CTA reporting requirements will not become effective until after regulations are issued by the federal government further interpreting and clarifying CTA. Until those regulations are issued, we will not know the answer to many questions raised in CTA. CTA requires that regulations be issued by the Secretary of Treasury within one (1) year after the date of enactment of CTA, which was January 1, 2021.
The purpose of this Blog is to give a brief overview of CTA as currently written but with acknowledgment that the implementation and breadth of CTA will not be known until the regulations are issued.
In general, CTA requires that the “reporting company” file with FinCEN (Financial Crimes Enforcement Network of the Department of Treasury) a report that identifies each “beneficial owner” of the reporting company and the “applicant” of the reporting company. The following information is required for these persons: full legal name, date of birth, current address and unique identifying number (i.e., passport, drivers license).
These reports will be due at the time a new entity is formed after the issuance of the regulations. For entities existing on the date the regulations are issued, the report is due two years after the date the regulations are issued.
Several terms used in the CTA are defined as follows:
A. Beneficial Owner means an individual who, directly or indirectly, exercises “substantial control” over the company or owns or controls at least 25% of the ownership interest in the company. Several types of individuals are excluded, including minor children, nominees, employees, potential heirs and creditors.
B. Applicant means any individual who files an application to form a corporation, limited liability company or other similar entity under the laws of the State or Indian Tribe. In addition, the term includes an individual who registers or files an application to register any such entities under the laws of a foreign country to do business in the US.
C. Reporting Company is defined as a corporation, limited liability company or other similar entity that is (i) created by filing a document with the Secretary of State or a similar office of the State or Indian Tribe or (ii) formed under the laws of a foreign country and registered to do business in the United States by filing a document with such offices.
(1) A reporting company does not include many listed types of companies, including public companies, political entities, banks, credit unions, investment companies, investment advisors, insurance companies, public accounting firms, public utilities, charitable organizations, political organizations and certain inactive companies.
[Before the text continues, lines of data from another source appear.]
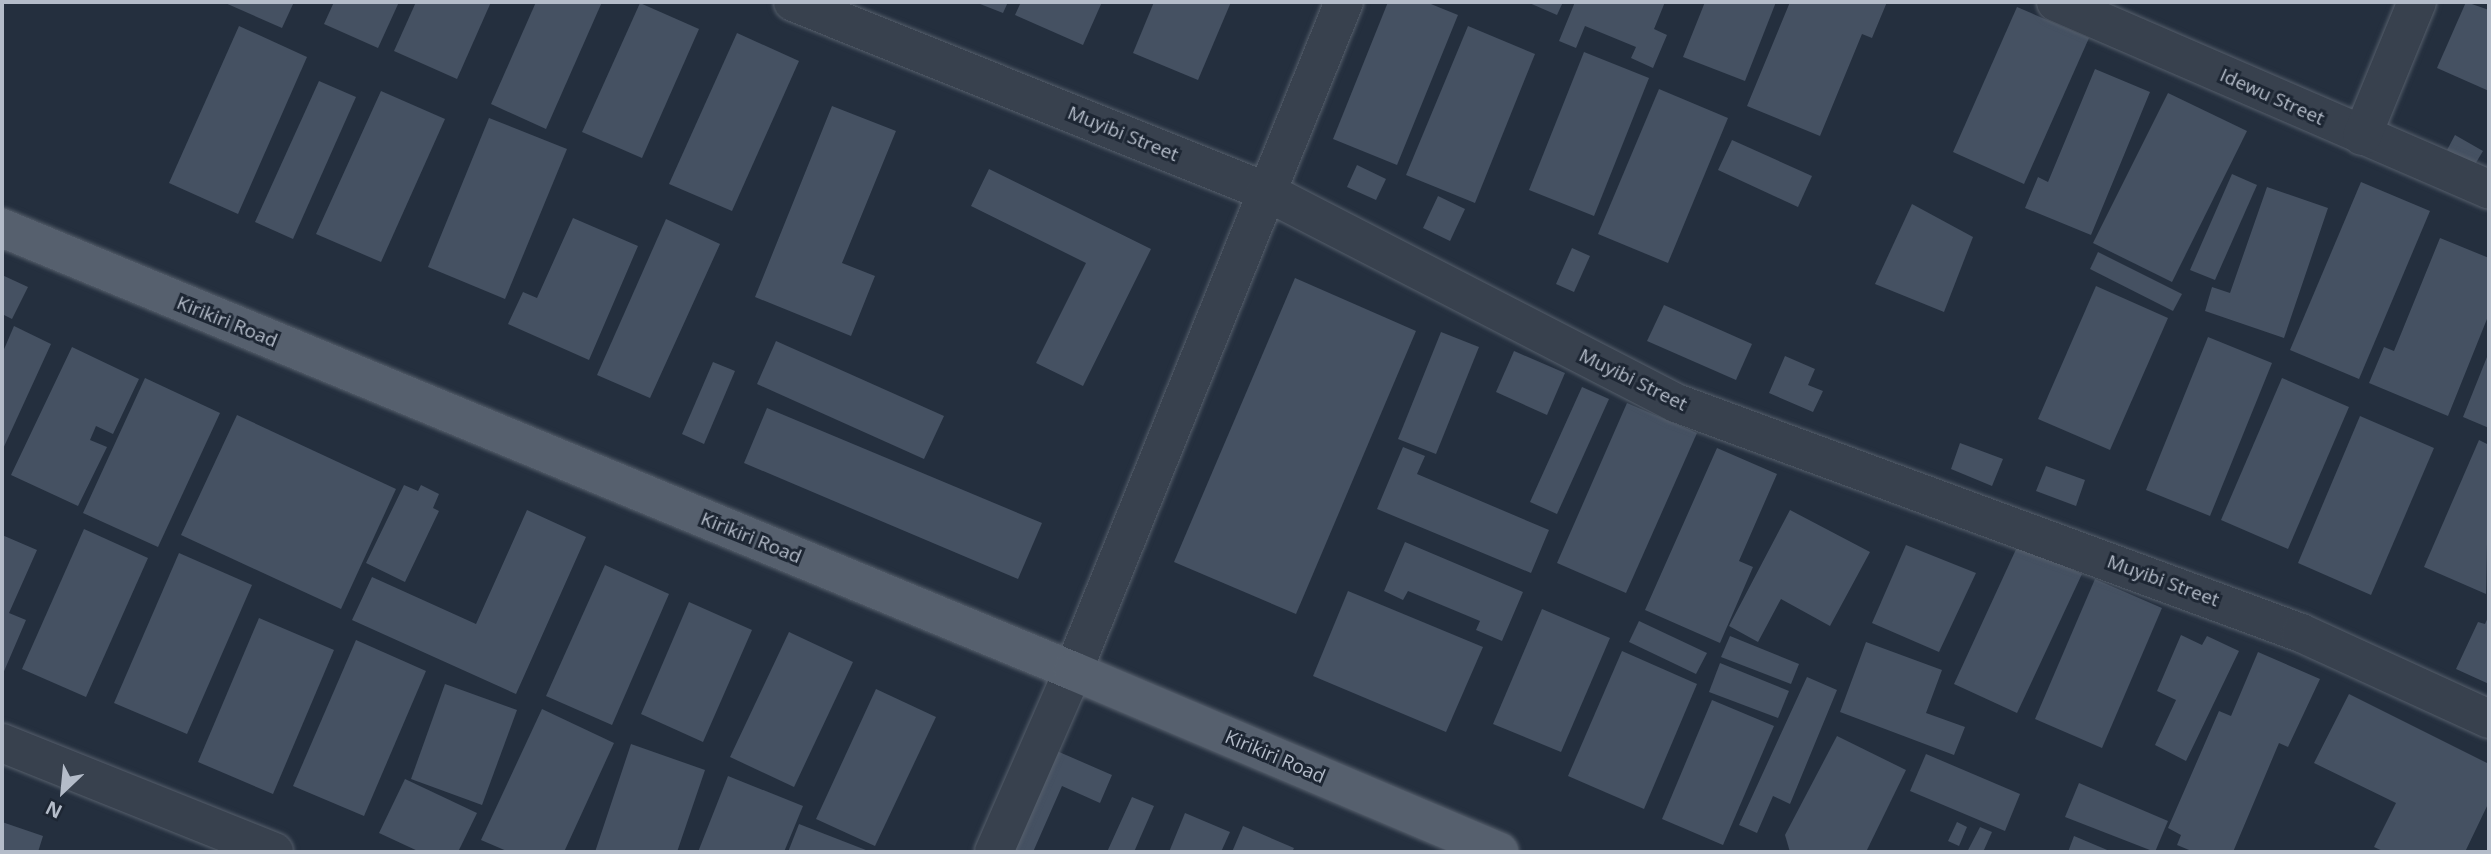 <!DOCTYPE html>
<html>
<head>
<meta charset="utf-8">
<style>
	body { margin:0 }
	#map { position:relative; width:2491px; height:854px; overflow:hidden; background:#242f3e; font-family:"Open Sans",sans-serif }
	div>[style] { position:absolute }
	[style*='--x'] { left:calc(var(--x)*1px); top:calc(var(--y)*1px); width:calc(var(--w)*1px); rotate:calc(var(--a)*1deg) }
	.building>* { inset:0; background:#455162 }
	.roads { filter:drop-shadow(0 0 2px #565f6c) drop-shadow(0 0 2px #565f6c) }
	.minor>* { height:38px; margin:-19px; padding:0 19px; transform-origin:19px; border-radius:19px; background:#38414e }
	.major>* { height:38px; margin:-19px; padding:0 19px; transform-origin:19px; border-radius:19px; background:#56606e }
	span { translate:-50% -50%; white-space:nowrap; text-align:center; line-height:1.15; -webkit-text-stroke:6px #1d2633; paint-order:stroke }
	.street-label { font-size:19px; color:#b4bcc9 }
	.frame { position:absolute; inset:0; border:4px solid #b4bcc9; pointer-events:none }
	.north { position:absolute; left:28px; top:756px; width:70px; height:70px; -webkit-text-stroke:5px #1d2633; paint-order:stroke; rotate:206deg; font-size:19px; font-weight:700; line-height:28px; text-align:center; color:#b4bcc9 }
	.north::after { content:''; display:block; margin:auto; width:24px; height:32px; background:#b4bcc9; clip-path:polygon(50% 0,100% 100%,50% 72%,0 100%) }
</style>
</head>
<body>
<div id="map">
	<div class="building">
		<div style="clip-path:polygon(223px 2px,294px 2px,282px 28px)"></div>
		<div style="clip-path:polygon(334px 2px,399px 2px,378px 48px,324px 24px)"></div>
		<div style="clip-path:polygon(416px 2px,491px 2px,457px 79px,394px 51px)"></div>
		<div style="clip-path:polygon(536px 2px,602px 2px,546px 129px,491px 104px)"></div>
		<div style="clip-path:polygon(975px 2px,1008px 2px,1003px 13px)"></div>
		<div style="clip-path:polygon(1021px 2px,1102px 2px,1083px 45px,1015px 15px)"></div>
		<div style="clip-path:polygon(1154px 2px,1231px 2px,1198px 80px,1133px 53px)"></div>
		<div style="clip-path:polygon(1388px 2px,1426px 2px,1458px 15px,1397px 165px,1333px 139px)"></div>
		<div style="clip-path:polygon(1527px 2px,1563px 2px,1557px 15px)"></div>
		<div style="clip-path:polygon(1575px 2px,1665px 2px,1654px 29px,1667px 35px,1653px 68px,1631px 58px,1636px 47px,1585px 26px,1576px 48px,1559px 41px)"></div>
		<div style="clip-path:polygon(1705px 2px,1776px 2px,1745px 81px,1683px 57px)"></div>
		<div style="clip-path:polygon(1790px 2px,1887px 2px,1872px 38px,1862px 34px,1820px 136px,1747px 106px)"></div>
		<div style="clip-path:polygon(2466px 2px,2489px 10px,2489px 91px,2437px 68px)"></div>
		<div style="clip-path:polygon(640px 3px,699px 29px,642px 158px,582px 132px)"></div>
		<div style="clip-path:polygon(2017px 7px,2089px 38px,2024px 184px,1953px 152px)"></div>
		<div style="clip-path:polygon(239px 26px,307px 57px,238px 214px,169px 183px)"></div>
		<div style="clip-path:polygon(1468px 26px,1535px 54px,1475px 203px,1406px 175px)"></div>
		<div style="clip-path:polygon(737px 33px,799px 61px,732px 211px,669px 184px)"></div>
		<div style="clip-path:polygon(1584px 52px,1649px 78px,1594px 216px,1529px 190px)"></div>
		<div style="clip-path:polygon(2095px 69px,2150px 92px,2091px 235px,2025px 208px,2038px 177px,2048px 182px)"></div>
		<div style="clip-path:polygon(319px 81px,356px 97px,293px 239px,255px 222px)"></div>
		<div style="clip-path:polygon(1659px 89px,1728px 118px,1668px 263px,1598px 234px)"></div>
		<div style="clip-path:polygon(381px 91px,445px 119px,381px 262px,316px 234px)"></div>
		<div style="clip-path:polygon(2168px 93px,2247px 131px,2172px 282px,2093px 243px)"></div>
		<div style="clip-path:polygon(832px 106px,896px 131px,842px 263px,875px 276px,851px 336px,755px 297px)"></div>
		<div style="clip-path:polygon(489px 118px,567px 149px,505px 299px,428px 267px)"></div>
		<div style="clip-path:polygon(2455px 135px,2483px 151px,2474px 166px,2447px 150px)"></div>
		<div style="clip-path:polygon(1732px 140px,1812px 176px,1798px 207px,1718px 170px)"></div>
		<div style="clip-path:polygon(1357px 165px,1386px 179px,1376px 200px,1347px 187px)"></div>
		<div style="clip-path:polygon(989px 169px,1151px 249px,1083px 386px,1036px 363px,1086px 263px,971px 206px)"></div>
		<div style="clip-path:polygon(2232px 174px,2257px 185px,2215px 280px,2190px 270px)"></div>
		<div style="clip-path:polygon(2361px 182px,2430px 211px,2359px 379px,2290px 350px)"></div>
		<div style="clip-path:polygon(2267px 187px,2328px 208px,2284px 338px,2205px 311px,2212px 287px,2230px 293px)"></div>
		<div style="clip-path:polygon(1438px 196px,1465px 209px,1450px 241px,1423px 228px)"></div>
		<div style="clip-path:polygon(1912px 204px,1973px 237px,1944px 312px,1875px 284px)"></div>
		<div style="clip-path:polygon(573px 218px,638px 246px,589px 360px,508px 324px,523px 292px,537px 298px)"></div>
		<div style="clip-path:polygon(666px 219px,720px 244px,650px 398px,597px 375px)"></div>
		<div style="clip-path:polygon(2440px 238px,2489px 258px,2489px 314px,2448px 416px,2369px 383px,2384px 347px,2394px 351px)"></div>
		<div style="clip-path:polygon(1572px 248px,1590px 256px,1574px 292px,1556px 284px)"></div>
		<div style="clip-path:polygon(2098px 252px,2182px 294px,2173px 311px,2090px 269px)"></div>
		<div style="clip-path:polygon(2px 275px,28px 287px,12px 319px,2px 314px)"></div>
		<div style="clip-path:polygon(1295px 278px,1416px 331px,1296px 614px,1174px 562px)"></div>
		<div style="clip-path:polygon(2096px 286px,2168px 318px,2110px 450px,2038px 419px)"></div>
		<div style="clip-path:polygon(1664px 305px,1752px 344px,1736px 380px,1647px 341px)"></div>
		<div style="clip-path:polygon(14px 326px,51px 344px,2px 451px,2px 354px)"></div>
		<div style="clip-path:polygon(1441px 332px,1479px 347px,1436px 454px,1398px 439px)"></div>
		<div style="clip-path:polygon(2208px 337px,2272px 363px,2210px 516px,2146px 490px)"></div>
		<div style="clip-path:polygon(776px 341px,944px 416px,924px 459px,757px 384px)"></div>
		<div style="clip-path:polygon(72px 347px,139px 379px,113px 434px,96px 426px,90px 440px,107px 447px,78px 506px,11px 475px)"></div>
		<div style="clip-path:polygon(1514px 351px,1565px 373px,1547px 415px,1496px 392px)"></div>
		<div style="clip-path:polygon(2489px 352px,2489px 428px,2463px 417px)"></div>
		<div style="clip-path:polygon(1785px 356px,1815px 369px,1808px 385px,1823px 391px,1813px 412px,1769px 393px)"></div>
		<div style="clip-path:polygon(713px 362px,735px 371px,704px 444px,682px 434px)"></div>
		<div style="clip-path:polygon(145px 378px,220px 413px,158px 547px,83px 513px)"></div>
		<div style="clip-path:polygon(2282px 378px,2349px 407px,2288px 549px,2221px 520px)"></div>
		<div style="clip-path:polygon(1582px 387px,1609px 399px,1557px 514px,1530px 502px)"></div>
		<div style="clip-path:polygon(1627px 403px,1697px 433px,1626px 593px,1557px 563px)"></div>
		<div style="clip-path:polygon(767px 408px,1042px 523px,1018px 579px,744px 463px)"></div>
		<div style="clip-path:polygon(237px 415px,396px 489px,341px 609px,181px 535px)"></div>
		<div style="clip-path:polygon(2360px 416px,2434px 448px,2371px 595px,2298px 563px)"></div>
		<div style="clip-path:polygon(2479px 440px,2489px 445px,2486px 594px,2424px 567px)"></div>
		<div style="clip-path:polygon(1960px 443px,2003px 459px,1992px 486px,1951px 469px)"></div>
		<div style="clip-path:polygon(1403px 447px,1425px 456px,1417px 474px,1549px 530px,1531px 573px,1377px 509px)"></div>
		<div style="clip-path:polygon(1717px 448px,1777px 474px,1739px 561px,1753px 567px,1720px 643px,1645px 610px)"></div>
		<div style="clip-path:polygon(2046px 466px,2085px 480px,2076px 506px,2036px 491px)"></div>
		<div style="clip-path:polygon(404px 485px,418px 491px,421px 485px,439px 494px,433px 508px,439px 511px,405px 582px,366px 563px)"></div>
		<div style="clip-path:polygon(527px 510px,586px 537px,516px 694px,352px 620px,372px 577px,476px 624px)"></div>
		<div style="clip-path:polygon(1790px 510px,1870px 552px,1830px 626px,1781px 599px,1758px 642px,1729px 626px)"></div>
		<div style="clip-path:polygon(84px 529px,148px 558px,86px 697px,22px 669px)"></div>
		<div style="clip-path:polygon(2px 535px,37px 550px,9px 613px,26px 620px,2px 676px)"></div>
		<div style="clip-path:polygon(1405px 542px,1523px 592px,1502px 641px,1476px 630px,1480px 621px,1408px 591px,1403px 600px,1384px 591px)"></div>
		<div style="clip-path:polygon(1906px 545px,1976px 573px,1939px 652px,1872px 623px)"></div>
		<div style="clip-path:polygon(2018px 545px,2082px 574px,2017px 713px,1954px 684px)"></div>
		<div style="clip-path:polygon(179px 553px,252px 585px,187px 734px,114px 703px)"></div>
		<div style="clip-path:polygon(605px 565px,669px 594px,612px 725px,546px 696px)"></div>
		<div style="clip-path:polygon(2095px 579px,2162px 608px,2102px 748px,2035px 719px)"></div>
		<div style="clip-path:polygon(1348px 591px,1483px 647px,1446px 732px,1313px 676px)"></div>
		<div style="clip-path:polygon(689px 602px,752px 630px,703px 742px,641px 714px)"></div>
		<div style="clip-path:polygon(1542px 609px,1610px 638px,1561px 752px,1493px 724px)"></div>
		<div style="clip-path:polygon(2489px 615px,2489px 684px,2456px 669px,2478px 622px,2485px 624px)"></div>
		<div style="clip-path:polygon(259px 618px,334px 650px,273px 794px,198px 762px)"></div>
		<div style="clip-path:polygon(1639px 621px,1707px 653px,1696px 674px,1629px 642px)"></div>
		<div style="clip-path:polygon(789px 632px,853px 662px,794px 787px,730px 757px)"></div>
		<div style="clip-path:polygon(2181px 635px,2202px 645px,2207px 636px,2239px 651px,2186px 761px,2155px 745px,2176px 700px,2157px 691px)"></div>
		<div style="clip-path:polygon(1730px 636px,1799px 664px,1791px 684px,1721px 657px)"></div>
		<div style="clip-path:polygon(356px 640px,426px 671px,364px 816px,293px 786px)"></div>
		<div style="clip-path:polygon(1866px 642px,1942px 670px,1926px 713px,1965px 727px,1954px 755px,1840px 712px)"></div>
		<div style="clip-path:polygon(1622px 651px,1697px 684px,1644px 809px,1568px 776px)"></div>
		<div style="clip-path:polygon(2258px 652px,2320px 679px,2288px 747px,2279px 743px,2233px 852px,2194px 852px,2177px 845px,2181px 835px,2168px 828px,2219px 711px,2231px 716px)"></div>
		<div style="clip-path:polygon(1720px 663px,1789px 691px,1778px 718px,1709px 692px)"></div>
		<div style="clip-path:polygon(1807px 677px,1837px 690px,1790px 804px,1773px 796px,1757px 833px,1739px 825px)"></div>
		<div style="clip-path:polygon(445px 684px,517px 710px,482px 805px,411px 779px)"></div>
		<div style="clip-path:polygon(876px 689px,936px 717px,875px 846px,816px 819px)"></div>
		<div style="clip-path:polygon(2349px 694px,2489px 764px,2489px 802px,2465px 852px,2385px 852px,2374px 847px,2396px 803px,2314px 763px)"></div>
		<div style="clip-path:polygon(1712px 700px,1774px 726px,1723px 845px,1662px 819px)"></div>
		<div style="clip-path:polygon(542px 709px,614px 743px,564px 852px,509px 852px,481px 840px)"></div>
		<div style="clip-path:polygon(1837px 736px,1906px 770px,1866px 852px,1790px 852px,1785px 835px)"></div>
		<div style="clip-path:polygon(631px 744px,705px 770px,677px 852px,595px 852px)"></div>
		<div style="clip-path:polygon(1050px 748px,1112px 775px,1100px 803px,1062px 786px,1033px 852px,1004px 852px)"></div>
		<div style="clip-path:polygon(1926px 754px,2020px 794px,2005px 831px,1910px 791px)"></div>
		<div style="clip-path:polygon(728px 776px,803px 806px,784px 852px,698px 852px)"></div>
		<div style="clip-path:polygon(405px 779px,477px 813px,458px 852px,420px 852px,379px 833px)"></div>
		<div style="clip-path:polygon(2079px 783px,2168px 821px,2155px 852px,2065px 817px)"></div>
		<div style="clip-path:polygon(1132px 797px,1154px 806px,1134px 852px,1107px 852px)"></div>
		<div style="clip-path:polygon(1185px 813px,1230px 832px,1221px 852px,1169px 852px)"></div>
		<div style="clip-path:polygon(2px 822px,43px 836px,38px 852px,2px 852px)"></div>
		<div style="clip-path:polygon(1957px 822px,1967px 827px,1959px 846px,1948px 841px)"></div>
		<div style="clip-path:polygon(799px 824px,871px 852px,788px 852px)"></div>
		<div style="clip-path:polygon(1243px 826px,1294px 848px,1292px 852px,1232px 852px)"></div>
		<div style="clip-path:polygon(1980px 827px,1992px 832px,1983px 852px,1967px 852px)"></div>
		<div style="clip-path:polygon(2074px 836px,2112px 852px,2068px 852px)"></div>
	</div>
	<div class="roads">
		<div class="minor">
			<div style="--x:793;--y:2;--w:511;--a:21.84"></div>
			<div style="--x:1267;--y:192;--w:460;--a:27.3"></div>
			<div style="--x:1676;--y:403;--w:666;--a:20.2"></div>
			<div style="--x:2301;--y:633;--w:207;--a:24.6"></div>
			<div style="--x:2056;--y:2;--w:472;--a:23.4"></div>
			<div style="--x:2362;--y:136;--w:145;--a:-67.7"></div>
			<div style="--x:2;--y:743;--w:293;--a:21.8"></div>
			<div style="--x:994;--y:852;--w:197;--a:-66.4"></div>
			<div style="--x:1073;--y:671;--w:722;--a:-67.95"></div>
		</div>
		<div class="major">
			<div style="--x:2;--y:228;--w:1159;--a:22.47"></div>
			<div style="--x:1073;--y:671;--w:463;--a:23"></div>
		</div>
	</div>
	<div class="street-label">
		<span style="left:2272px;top:97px;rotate:24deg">Idewu Street</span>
		<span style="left:1123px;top:134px;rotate:22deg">Muyibi Street</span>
		<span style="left:227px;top:322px;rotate:22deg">Kirikiri Road</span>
		<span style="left:1633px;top:380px;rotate:26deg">Muyibi Street</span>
		<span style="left:751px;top:538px;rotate:22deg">Kirikiri Road</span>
		<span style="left:2163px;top:581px;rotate:20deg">Muyibi Street</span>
		<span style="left:1275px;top:757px;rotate:23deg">Kirikiri Road</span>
	</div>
	<div class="frame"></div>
	<div class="north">N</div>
</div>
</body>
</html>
(2) Of particular interest, certain "large" companies are excluded as a reporting company. An “excluded company” is an entity that (a) employs more than 20 fulltime employees in the United States, (b) filed in the previous year federal income tax returns showing no more than $5,000,000 in gross receipts or sales (including receipts or sales of other entities owned by the reporting company and other entities in which the reporting company operates) and (c) has an operating presence at a physical office in the United States.